GPT-4o also has some potential issues that can be avoided by setting it up. But for many users, this is unacceptable. Usually most users don’t change the settings, and even some people don’t have this awareness.

Many users don’t know that they can modify custom instructions and turn off the follow-up function to avoid subsequent questions. There are many ways to avoid these problems, the simplest of which is to memorize updates or custom instructions.

I think the best way is to show GPT your preferences through your words and deeds, as a supplement. After training in this way for a period of time, the GPT effect will get better and better. Additionally, I highly recommend deleting which chats can make the experience bad. Just like I delete a lot of YouTube watch history when I don’t want “more similar content.”

For many people, you can never completely get rid of GPT. It will not stop flattering you. But with the right approach, you can definitely make it more subtle and more acceptable.

But the problem is, most people who use ChatGPT or other AI have these problems:

  • Never touch the settings because no one will touch them.
  • Never realized that they should use the memory function like this.
  • Understand that you are vulnerable to this terrible flattery.

If users read the instruction manual or tutorial carefully, these problems can be solved. But more often than not, almost no one reads it.

04 OpenAI’s responsibility

After this topic became popular, OpenAI finally spoke out and launched a corresponding solution. They began to adjust GPT-4o’s answers and said they would fix it within this week. Of course, this is the standard process. A lot of systems are terrible when they first launch, but some issues are fixed quickly. In OpenAI’s view, this is one of the joys of iterative evolution.

Joshua Achiam, Head of Alignment at OpenAl, tweeted: “This is one of our most interesting case studies in terms of iterative deployments to date, and I think those involved have acted responsibly to try to identify the problem and make appropriate changes. The team is strong and cares a lot about how to do it. ”

But I think it’s their responsibility, and once things get to this point of disgust and cause an uproar, they have to watch the time and think about how to get things done.

How did GPT-4o get to this point with its constantly escalating updates? Even if they are not looking for problems, how can the testers not find these problems? So how can you make it a strong team that follows a good process?

If you ask yes or no questions about the “personality” of individual responses and then fine-tune those questions or use them as key performance indicators, then no one will ask what is going on.

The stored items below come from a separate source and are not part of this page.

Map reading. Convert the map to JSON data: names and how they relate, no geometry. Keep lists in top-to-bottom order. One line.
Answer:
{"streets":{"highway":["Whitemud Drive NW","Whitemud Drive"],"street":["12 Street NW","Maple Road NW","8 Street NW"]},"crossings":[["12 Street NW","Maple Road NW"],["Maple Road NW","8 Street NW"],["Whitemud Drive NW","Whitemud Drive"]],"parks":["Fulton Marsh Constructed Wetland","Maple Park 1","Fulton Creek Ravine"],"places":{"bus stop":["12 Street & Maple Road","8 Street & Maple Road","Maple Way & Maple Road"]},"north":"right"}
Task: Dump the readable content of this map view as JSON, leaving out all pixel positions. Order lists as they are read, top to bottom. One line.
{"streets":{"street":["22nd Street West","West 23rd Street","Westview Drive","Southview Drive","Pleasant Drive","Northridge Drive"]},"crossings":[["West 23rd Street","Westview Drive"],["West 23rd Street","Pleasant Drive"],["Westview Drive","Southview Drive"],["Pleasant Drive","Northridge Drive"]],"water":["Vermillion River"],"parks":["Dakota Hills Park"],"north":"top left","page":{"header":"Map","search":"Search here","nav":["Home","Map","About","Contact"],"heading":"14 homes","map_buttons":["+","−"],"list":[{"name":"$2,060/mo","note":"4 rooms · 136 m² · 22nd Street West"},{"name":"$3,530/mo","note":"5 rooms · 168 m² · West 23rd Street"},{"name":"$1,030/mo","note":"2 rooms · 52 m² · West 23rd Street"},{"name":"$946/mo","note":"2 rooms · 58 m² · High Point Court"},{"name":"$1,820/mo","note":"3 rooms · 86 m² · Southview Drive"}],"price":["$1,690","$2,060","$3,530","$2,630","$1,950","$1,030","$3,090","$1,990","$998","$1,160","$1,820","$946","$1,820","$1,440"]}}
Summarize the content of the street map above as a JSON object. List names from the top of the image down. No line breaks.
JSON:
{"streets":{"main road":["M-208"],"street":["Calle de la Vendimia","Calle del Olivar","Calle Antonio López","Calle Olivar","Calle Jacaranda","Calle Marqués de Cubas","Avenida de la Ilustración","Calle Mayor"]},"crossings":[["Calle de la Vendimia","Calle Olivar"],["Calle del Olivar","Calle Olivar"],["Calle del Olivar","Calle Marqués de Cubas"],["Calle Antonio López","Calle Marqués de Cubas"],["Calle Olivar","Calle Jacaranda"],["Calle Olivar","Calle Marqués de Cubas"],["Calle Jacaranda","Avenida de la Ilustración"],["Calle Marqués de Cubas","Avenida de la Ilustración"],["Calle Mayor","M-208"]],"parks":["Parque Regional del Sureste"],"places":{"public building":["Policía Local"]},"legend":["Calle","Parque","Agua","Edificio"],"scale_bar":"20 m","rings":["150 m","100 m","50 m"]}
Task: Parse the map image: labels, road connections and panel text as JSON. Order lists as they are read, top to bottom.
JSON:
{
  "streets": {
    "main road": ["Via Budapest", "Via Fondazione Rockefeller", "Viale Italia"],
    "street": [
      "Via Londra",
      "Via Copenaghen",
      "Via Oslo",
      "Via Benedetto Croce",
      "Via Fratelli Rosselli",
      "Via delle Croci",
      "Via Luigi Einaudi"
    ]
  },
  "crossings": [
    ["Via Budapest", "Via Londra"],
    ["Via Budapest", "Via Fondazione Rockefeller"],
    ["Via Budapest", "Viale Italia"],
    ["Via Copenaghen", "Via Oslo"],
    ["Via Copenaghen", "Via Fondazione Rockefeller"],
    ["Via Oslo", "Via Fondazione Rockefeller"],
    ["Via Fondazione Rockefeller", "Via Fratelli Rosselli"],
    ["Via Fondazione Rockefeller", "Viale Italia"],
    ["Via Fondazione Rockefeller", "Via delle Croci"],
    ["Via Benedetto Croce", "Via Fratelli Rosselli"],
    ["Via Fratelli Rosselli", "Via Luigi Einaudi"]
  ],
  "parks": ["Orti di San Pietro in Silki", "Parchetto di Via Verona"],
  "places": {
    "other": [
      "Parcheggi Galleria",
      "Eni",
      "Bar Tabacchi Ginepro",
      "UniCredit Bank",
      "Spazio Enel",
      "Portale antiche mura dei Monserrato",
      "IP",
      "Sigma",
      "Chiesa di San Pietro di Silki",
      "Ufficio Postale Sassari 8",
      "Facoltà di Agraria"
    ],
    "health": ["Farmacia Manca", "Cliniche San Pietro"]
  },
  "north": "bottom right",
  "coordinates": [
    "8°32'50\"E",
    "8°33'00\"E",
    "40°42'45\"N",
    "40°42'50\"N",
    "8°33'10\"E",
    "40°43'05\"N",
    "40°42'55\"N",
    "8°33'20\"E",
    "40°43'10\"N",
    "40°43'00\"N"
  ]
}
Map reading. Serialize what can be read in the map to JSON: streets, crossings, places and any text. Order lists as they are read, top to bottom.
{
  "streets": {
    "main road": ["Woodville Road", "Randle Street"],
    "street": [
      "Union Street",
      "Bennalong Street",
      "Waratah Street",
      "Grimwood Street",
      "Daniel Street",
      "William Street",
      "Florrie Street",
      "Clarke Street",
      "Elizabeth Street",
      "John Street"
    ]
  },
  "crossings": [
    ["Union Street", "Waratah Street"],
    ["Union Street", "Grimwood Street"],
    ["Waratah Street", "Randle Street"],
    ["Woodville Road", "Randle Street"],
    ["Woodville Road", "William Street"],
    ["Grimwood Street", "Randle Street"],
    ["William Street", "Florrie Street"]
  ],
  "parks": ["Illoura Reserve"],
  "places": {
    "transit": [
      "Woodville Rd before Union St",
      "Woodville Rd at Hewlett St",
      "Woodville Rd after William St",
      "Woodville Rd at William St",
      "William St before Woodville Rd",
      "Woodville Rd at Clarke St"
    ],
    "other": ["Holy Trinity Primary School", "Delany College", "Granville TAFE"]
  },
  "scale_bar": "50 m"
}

Due to the strong feedback, OpenAI was able to try to fix the issue within a few days and is now aware of the issue. But I think it has gone too far. GPT-4o is not a model that has just been launched, it has only recently exposed its problems.

I didn’t bother to talk about 4o before because even if OpenAI solved the problem, I don’t think 4o is safe to use, or even its changes could make it worse. Also, when 4o is constantly “updated” without releasing new features in the true sense of the word, it’s hard for me to care about its development. And now there are enough remarks that have made me realize the existence of the problem.

05 Singularity

OpenAI’s Aidan McLaughlin also tweeted his opinion on the matter: “I am really, really grateful that many people on Twitter have strong opinions about ‘model personality’. I think it’s very healthy; This is the kind of signal that makes people think, “My grandchildren will read all this in textbooks in the future,” indicating that humanity is not entering the singularity in confusion. ”

I think OpenAI’s technologists simply don’t take the concept of singularity seriously, no matter what level it is.

We have taken this to the extreme with the GPT-4o incident, so much so that it has reached the point of satirical parody. Still, it was released, and the response to the problem was just to try to patch it up to cover up the problem and then smugly celebrate that it solved the problem.

Of course, it’s understandable that there are a lot of strong opinions on Twitter when things get to ridiculous points, but hardly anyone really thinks about the long-term effects, or what the affection this might have on the average user – it’s just something that is both ridiculous and annoying.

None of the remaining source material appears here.